The following are sketches on two alternative proposals for such plans:

a) The first one would attach to work already in progress on the reconstruction of post – conflict Syria – possibly also involving Syria`s neighbors. This project would be action oriented and of immediate political relevance.

b) The second, alternate project would open the discussion – and provide an – empirically founded – base – on the future of international cooperation in the promotion of development.


a) A “Marshall – Plan” for post conflict Syria ( and the neighboring countries )
There is no need to dwell on the vast differences between war – wary, Post -World War II Europe – with the basic structures of effective state institutions, and of a high level of human and social capital still intact; and, on the other hand, a strife torn Syria where – if they survive at all – state institutions are being captured by outside powers with the country likely to disintegrate into mutually hostile regions or quasi – states; or – alternatively – with an ethnic and religious minority having terrorized the majority into resentful and passive acquiescence.

Given these uncertainties, it is clear, nonetheless, that eventual stability and peace have to rest upon a solid, sustainable economic base. This is a prerequisite too, for the return of refugees and of internally displaced persons; as well as for the integration of non – returning Syrians into their present, regional host countries.

While not ignoring these vast difference between post World War II Europe and Syria, there are nonetheless some lessons from Europe´s Marshall – Plan, that might be applied in Syria ( and its neighboring countries ). These are:

1) Aid has to be massive ( probably no less than 200 Billion US Dollars )

2) Aid has be tied into and be part of a political process, reestablishing peace and stability.

3) Economic, financial and humanitarian assistance have to be complemented by other proven methods of support; such as the twinning of corporations , the exchange of experts, support for institutions building etc.

4) The aid is to be administered by the donors. The shift towards administration by Syrians has to come much later and should be very gradual

5) Aid should be converted into counterparts funds. The use of these funds should be under the joint control of the donor’s agency and Syrian authorities, with the donor’s agency having the right of veto.
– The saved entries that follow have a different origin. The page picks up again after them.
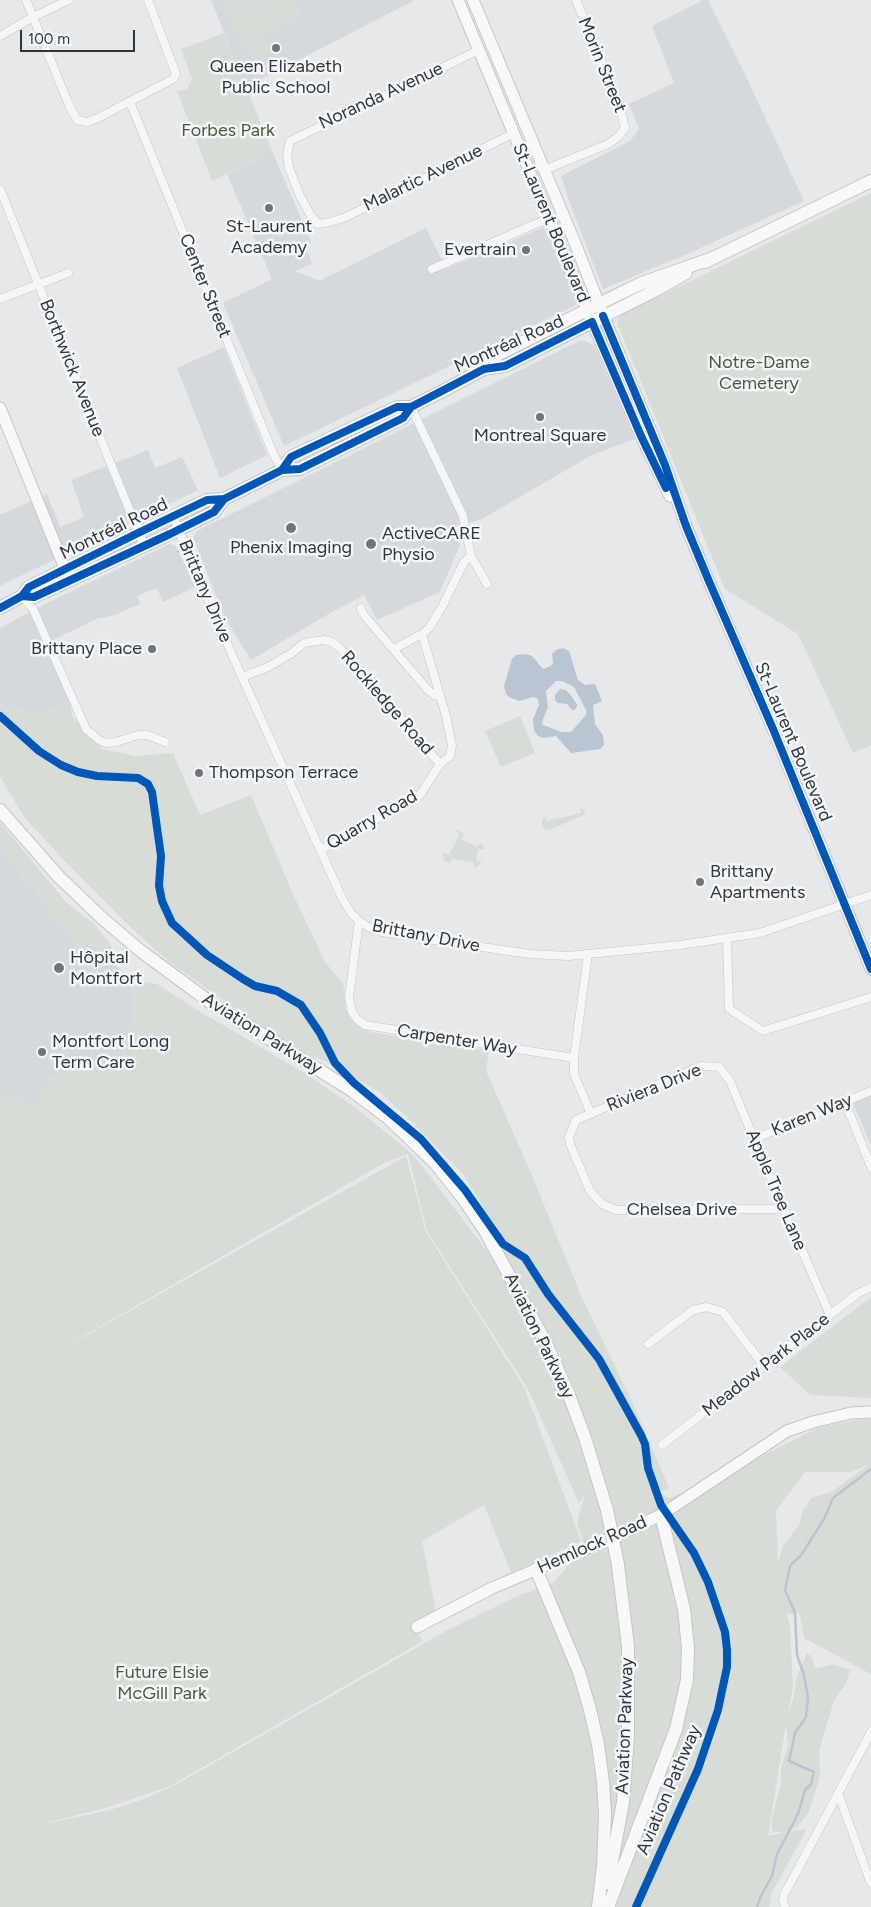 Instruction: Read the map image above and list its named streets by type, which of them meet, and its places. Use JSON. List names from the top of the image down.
{
  "streets": {
    "main road": [
      "St-Laurent Boulevard",
      "Montréal Road",
      "Aviation Parkway",
      "Hemlock Road"
    ],
    "street": [
      "Morin Street",
      "Noranda Avenue",
      "Malartic Avenue",
      "Center Street",
      "Borthwick Avenue",
      "Brittany Drive",
      "Rockledge Road",
      "Quarry Road",
      "Carpenter Way",
      "Riviera Drive",
      "Karen Way",
      "Apple Tree Lane",
      "Chelsea Drive",
      "Meadow Park Place"
    ],
    "cycle path": ["Aviation Pathway"]
  },
  "crossings": [
    ["Morin Street", "St-Laurent Boulevard"],
    ["Noranda Avenue", "Malartic Avenue"],
    ["Noranda Avenue", "St-Laurent Boulevard"],
    ["Malartic Avenue", "St-Laurent Boulevard"],
    ["St-Laurent Boulevard", "Montréal Road"],
    ["St-Laurent Boulevard", "Brittany Drive"],
    ["Center Street", "Montréal Road"],
    ["Montréal Road", "Borthwick Avenue"],
    ["Montréal Road", "Brittany Drive"],
    ["Brittany Drive", "Rockledge Road"],
    ["Brittany Drive", "Quarry Road"],
    ["Brittany Drive", "Carpenter Way"],
    ["Rockledge Road", "Quarry Road"],
    ["Riviera Drive", "Apple Tree Lane"],
    ["Riviera Drive", "Chelsea Drive"],
    ["Karen Way", "Apple Tree Lane"],
    ["Apple Tree Lane", "Chelsea Drive"],
    ["Apple Tree Lane", "Meadow Park Place"]
  ],
  "parks": ["Forbes Park", "Notre-Dame Cemetery", "Future Elsie McGill Park"],
  "places": [
    "Queen Elizabeth Public School",
    "St-Laurent Academy",
    "Evertrain",
    "Montreal Square",
    "Phenix Imaging",
    "ActiveCARE Physio",
    "Brittany Place",
    "Thompson Terrace",
    "Brittany Apartments",
    "Hôpital Montfort",
    "Montfort Long Term Care"
  ],
  "scale_bar": "100 m"
} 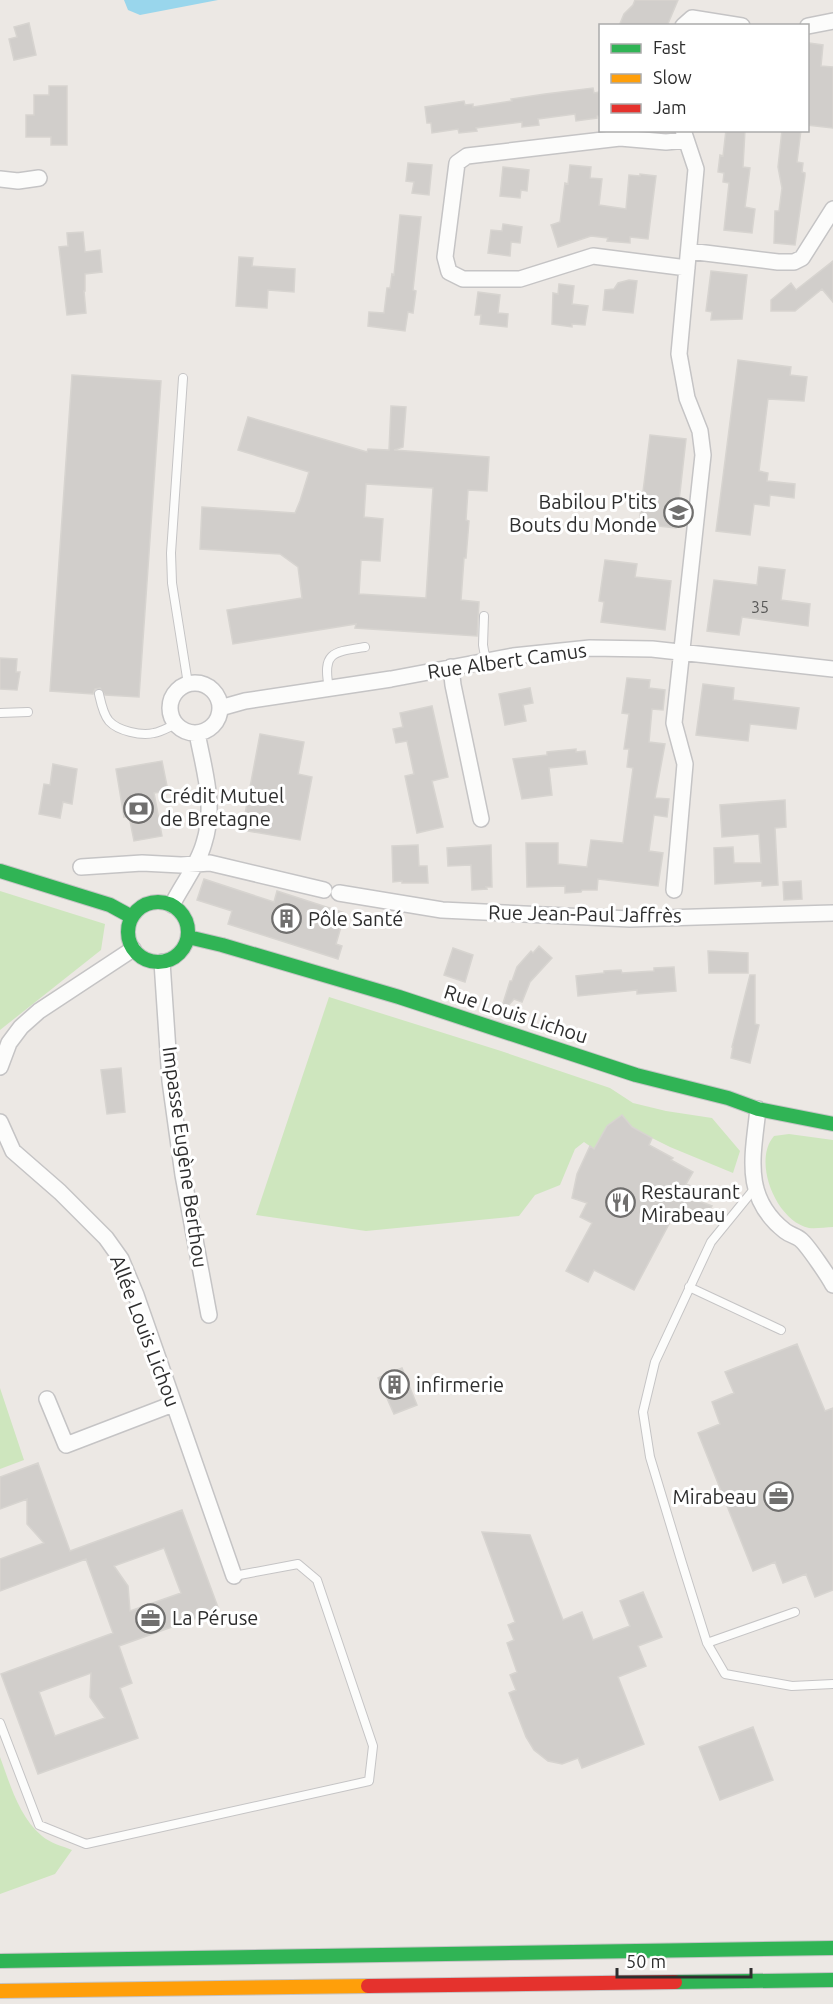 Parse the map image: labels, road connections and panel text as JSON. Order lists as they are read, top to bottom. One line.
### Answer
{"streets":{"main road":["Rue Louis Lichou"],"street":["Rue Albert Camus","Rue Jean-Paul Jaffrès","Impasse Eugène Berthou","Allée Louis Lichou"]},"crossings":[["Rue Louis Lichou","Impasse Eugène Berthou"]],"places":{"school or university":["Babilou P'tits Bouts du Monde"],"bank":["Crédit Mutuel de Bretagne"],"building":["Pôle Santé","infirmerie"],"restaurant":["Restaurant Mirabeau"],"office":["Mirabeau","La Péruse"]},"house_numbers":["35"],"legend":["Fast","Slow","Jam"],"scale_bar":"50 m"} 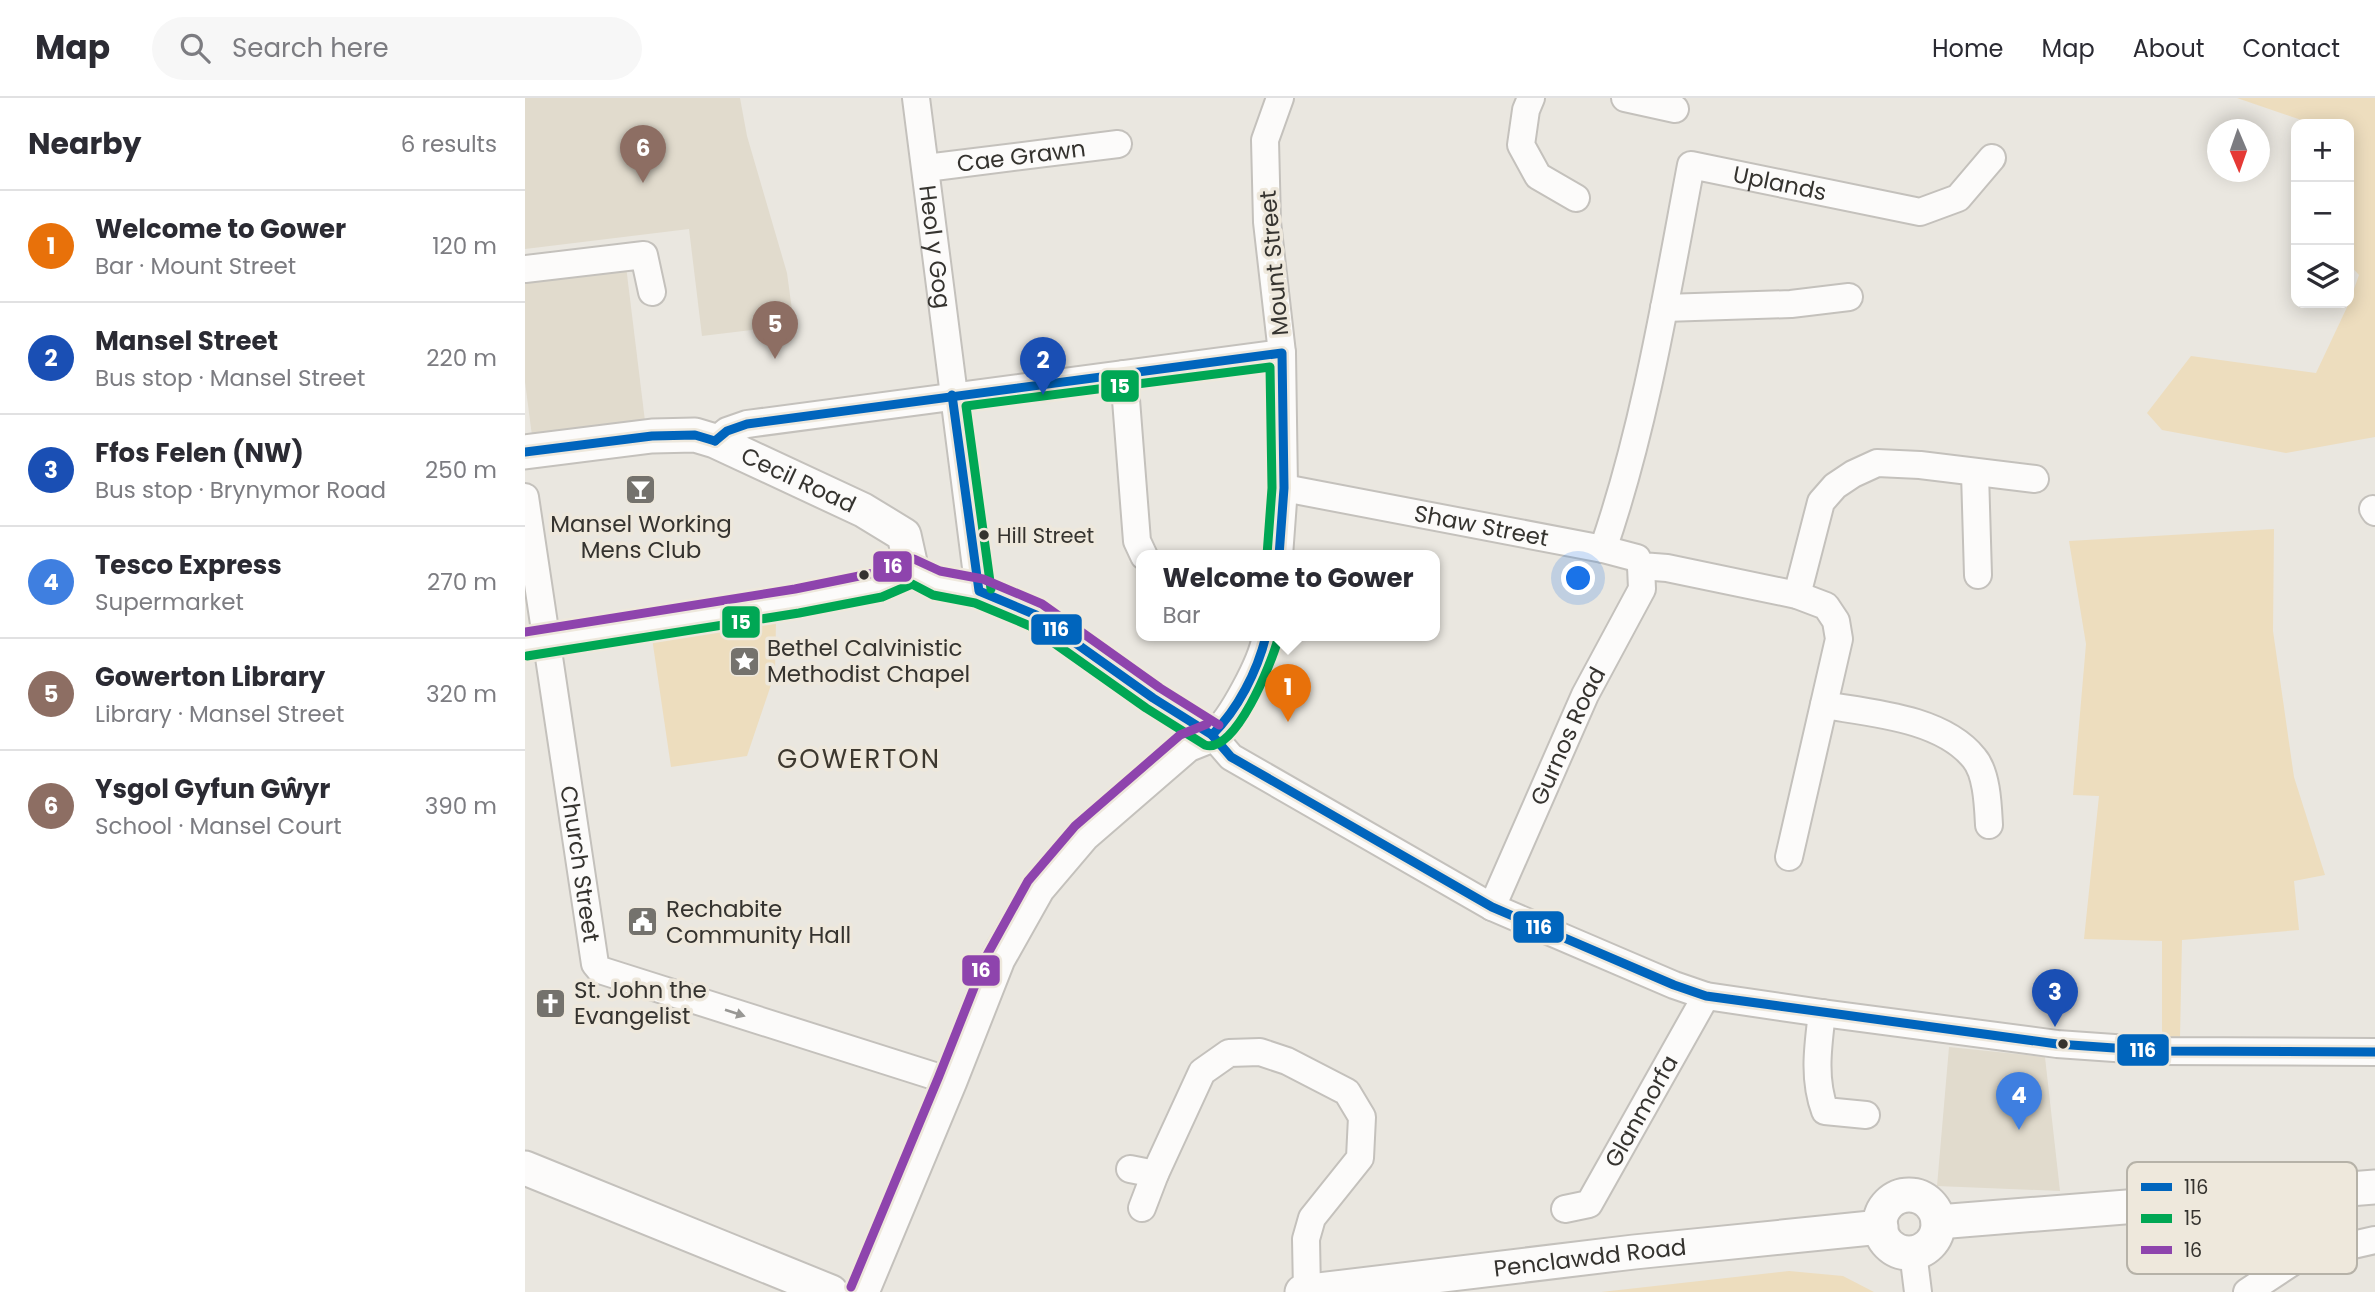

6) Assistance through this Marshall – Plan for Syria should stimulate sustainable, that is viable economic activities. Of course, humanitarian assistance has to be rendered too , especially at the beginning. But – in its majority – such humanitarian assistance should also involve payment by the recipients into this counterpart fund.

7) Economic assistance should aim at weaning Syria from its over reliance on the production of oil and at strengthening the exposed sector of its economy.

8) Inter alia, this implies a re – launch and the promotion of inter – regional trade. This could be supported by a fund patterned after the Post World War II “European Payments Union”

9) According to press reports, Russia is at work already elaborating such a “Marshall – Plan for Syria”. Russian leadership of such a project is highly problematic though: Russia’s economy is not bigger than the one of Italy. Russia thus is too weak a partner for such a big project. Also by being based on oil and gas, its economy would be not complementary and thus helpful to the economies of MENA countries. Finally, Russia’s motives in such a project are obviously the very selfish ones of building and extending in the Middle East / West Asia a zone of strong strategic dominance.

10) Given the problems with a Russian – led project, in view of the likely US disengagement form the region; and in view, finally of the very direct linkages of the region to Europe, Europe should take the lead in the project, and the lead in establishing an special agency for its implementation.

At that stage, a first Austrian contribution, administered by AWSG could consist in a review of lessons that could be drawn from the Austrian experience with the Marshall plan and that – even in view of blatantly different circumstances – could usefully be applied in the reconstruction of Syria ( and its neighboring regions ). The project should result in a report by Austrian and international experts, to appear no later than autumn of 2017. Both the launch and the publication of the report should be tied to the work of the “Syria Donors’ Conference”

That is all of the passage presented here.